Given entries:
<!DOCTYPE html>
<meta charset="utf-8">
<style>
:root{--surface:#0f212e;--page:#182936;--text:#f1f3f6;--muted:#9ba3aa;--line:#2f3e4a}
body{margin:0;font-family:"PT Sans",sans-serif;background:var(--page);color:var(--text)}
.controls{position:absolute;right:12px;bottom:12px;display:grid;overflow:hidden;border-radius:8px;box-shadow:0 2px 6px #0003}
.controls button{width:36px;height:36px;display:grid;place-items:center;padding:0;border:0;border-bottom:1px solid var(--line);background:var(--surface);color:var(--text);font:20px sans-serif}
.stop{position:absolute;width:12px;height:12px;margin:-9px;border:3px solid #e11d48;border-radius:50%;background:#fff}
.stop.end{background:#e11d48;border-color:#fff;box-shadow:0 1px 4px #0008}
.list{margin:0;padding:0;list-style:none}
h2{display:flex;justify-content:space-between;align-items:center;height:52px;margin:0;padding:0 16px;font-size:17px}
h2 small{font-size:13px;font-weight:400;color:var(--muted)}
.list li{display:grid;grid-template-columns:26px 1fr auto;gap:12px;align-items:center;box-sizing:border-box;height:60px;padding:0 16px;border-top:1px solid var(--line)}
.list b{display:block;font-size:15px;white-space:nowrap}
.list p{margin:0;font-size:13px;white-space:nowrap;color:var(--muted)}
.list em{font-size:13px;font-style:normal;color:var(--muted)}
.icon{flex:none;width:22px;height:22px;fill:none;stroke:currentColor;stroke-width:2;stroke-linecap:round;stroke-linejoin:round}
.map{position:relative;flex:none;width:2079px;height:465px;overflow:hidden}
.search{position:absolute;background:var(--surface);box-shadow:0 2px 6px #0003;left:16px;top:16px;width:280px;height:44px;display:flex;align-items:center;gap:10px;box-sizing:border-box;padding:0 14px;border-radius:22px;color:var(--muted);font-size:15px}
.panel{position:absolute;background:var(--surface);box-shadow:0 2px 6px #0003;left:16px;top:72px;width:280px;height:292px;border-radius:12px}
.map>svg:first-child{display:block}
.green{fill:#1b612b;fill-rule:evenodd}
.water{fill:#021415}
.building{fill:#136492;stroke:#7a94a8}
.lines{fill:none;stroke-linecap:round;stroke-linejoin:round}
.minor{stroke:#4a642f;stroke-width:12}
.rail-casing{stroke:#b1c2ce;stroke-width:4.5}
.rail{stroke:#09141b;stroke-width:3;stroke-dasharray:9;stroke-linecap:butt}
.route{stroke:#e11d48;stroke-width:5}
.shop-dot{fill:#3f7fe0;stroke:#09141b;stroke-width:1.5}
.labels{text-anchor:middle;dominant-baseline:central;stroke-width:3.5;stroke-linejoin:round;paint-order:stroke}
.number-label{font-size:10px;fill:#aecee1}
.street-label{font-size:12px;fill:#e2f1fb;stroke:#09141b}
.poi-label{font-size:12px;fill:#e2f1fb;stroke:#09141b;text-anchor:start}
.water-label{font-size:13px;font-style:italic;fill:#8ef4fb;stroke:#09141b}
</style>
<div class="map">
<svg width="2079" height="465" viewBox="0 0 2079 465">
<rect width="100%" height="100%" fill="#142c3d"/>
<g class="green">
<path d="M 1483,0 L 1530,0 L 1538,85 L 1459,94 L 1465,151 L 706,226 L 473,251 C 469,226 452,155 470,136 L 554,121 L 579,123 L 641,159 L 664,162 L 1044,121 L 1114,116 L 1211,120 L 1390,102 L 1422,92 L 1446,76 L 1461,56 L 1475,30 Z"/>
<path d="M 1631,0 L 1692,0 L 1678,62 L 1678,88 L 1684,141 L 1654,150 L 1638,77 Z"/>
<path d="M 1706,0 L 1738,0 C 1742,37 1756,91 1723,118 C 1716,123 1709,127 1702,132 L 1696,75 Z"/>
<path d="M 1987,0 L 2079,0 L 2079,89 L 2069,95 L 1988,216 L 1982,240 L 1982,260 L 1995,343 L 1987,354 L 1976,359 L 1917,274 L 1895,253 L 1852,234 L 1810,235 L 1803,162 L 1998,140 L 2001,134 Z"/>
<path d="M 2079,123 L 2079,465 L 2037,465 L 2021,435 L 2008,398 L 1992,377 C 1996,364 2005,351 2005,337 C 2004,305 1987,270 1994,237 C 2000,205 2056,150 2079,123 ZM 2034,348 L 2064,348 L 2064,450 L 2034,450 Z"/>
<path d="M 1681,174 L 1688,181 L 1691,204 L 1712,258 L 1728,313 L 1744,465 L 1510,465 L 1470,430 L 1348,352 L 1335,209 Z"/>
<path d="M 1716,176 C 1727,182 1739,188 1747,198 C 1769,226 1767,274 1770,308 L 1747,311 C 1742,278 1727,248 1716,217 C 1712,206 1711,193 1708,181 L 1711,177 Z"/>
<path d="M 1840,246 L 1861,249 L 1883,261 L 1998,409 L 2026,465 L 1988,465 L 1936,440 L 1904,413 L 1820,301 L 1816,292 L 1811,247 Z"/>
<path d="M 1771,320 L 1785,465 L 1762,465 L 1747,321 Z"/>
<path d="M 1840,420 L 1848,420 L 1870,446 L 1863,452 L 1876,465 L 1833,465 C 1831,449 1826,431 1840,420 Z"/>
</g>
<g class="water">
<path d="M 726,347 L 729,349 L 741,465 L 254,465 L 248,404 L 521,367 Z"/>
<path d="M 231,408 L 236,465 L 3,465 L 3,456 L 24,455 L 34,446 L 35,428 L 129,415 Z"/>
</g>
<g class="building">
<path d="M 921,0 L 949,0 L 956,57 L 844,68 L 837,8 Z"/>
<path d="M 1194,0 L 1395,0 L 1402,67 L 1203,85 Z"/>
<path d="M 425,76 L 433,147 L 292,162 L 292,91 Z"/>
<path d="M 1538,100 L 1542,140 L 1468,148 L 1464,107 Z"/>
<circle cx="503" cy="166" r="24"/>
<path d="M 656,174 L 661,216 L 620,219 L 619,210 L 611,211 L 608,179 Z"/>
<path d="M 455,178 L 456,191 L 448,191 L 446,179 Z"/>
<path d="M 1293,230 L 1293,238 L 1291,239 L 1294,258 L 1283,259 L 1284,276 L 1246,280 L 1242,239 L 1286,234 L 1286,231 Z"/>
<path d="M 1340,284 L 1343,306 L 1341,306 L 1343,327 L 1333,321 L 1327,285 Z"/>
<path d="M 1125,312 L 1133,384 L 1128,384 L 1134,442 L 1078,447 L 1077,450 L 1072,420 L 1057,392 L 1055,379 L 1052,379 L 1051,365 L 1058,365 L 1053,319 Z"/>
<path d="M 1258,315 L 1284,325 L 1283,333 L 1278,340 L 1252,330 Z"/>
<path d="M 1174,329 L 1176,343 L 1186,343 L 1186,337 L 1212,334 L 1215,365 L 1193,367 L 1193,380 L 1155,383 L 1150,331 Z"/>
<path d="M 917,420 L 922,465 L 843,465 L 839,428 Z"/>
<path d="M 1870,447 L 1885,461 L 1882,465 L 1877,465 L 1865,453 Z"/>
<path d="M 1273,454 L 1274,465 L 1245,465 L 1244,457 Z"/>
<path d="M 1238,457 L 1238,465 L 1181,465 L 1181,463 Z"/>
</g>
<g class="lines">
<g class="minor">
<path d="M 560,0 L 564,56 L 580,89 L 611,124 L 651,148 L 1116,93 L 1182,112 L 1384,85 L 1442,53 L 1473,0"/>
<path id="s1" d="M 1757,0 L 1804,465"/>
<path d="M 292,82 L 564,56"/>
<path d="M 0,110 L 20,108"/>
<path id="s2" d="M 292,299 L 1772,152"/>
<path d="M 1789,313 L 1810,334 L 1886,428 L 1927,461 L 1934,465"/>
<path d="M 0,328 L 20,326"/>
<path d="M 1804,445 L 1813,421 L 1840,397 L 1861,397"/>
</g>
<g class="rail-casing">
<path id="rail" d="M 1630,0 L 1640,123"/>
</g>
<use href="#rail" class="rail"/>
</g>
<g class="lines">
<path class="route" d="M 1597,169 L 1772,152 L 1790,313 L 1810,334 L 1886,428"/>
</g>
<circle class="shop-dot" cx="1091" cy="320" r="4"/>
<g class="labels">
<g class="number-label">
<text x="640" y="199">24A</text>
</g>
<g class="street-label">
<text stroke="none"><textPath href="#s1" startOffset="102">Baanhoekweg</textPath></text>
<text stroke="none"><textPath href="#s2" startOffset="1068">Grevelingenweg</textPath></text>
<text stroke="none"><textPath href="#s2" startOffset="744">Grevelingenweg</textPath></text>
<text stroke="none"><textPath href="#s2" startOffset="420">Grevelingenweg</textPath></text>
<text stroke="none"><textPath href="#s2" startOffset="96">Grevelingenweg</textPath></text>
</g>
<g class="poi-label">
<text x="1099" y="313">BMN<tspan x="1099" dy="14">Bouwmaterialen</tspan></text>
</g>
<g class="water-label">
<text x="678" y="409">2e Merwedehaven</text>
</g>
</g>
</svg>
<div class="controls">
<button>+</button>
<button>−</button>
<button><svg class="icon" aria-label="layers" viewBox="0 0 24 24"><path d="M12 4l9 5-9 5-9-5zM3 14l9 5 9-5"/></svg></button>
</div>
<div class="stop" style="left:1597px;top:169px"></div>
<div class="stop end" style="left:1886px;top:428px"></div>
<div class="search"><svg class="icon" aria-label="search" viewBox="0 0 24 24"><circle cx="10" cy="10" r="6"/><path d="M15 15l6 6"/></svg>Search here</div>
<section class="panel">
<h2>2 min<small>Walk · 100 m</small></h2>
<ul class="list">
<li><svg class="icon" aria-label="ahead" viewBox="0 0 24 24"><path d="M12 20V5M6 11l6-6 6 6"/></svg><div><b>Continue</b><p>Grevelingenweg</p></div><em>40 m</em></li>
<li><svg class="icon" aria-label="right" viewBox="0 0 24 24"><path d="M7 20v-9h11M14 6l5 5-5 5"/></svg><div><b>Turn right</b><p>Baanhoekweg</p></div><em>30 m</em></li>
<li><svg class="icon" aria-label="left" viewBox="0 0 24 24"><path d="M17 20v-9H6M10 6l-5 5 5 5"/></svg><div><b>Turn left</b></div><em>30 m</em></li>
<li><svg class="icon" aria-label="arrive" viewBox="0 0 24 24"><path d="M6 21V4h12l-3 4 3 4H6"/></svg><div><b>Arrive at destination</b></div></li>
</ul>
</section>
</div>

What is required: Set down exactly, and only, the lines from the one with "4l9 5-9 5-9-5zM3" to the final line of the data.

Completed task:
<button><svg class="icon" aria-label="layers" viewBox="0 0 24 24"><path d="M12 4l9 5-9 5-9-5zM3 14l9 5 9-5"/></svg></button>
</div>
<div class="stop" style="left:1597px;top:169px"></div>
<div class="stop end" style="left:1886px;top:428px"></div>
<div class="search"><svg class="icon" aria-label="search" viewBox="0 0 24 24"><circle cx="10" cy="10" r="6"/><path d="M15 15l6 6"/></svg>Search here</div>
<section class="panel">
<h2>2 min<small>Walk · 100 m</small></h2>
<ul class="list">
<li><svg class="icon" aria-label="ahead" viewBox="0 0 24 24"><path d="M12 20V5M6 11l6-6 6 6"/></svg><div><b>Continue</b><p>Grevelingenweg</p></div><em>40 m</em></li>
<li><svg class="icon" aria-label="right" viewBox="0 0 24 24"><path d="M7 20v-9h11M14 6l5 5-5 5"/></svg><div><b>Turn right</b><p>Baanhoekweg</p></div><em>30 m</em></li>
<li><svg class="icon" aria-label="left" viewBox="0 0 24 24"><path d="M17 20v-9H6M10 6l-5 5 5 5"/></svg><div><b>Turn left</b></div><em>30 m</em></li>
<li><svg class="icon" aria-label="arrive" viewBox="0 0 24 24"><path d="M6 21V4h12l-3 4 3 4H6"/></svg><div><b>Arrive at destination</b></div></li>
</ul>
</section>
</div>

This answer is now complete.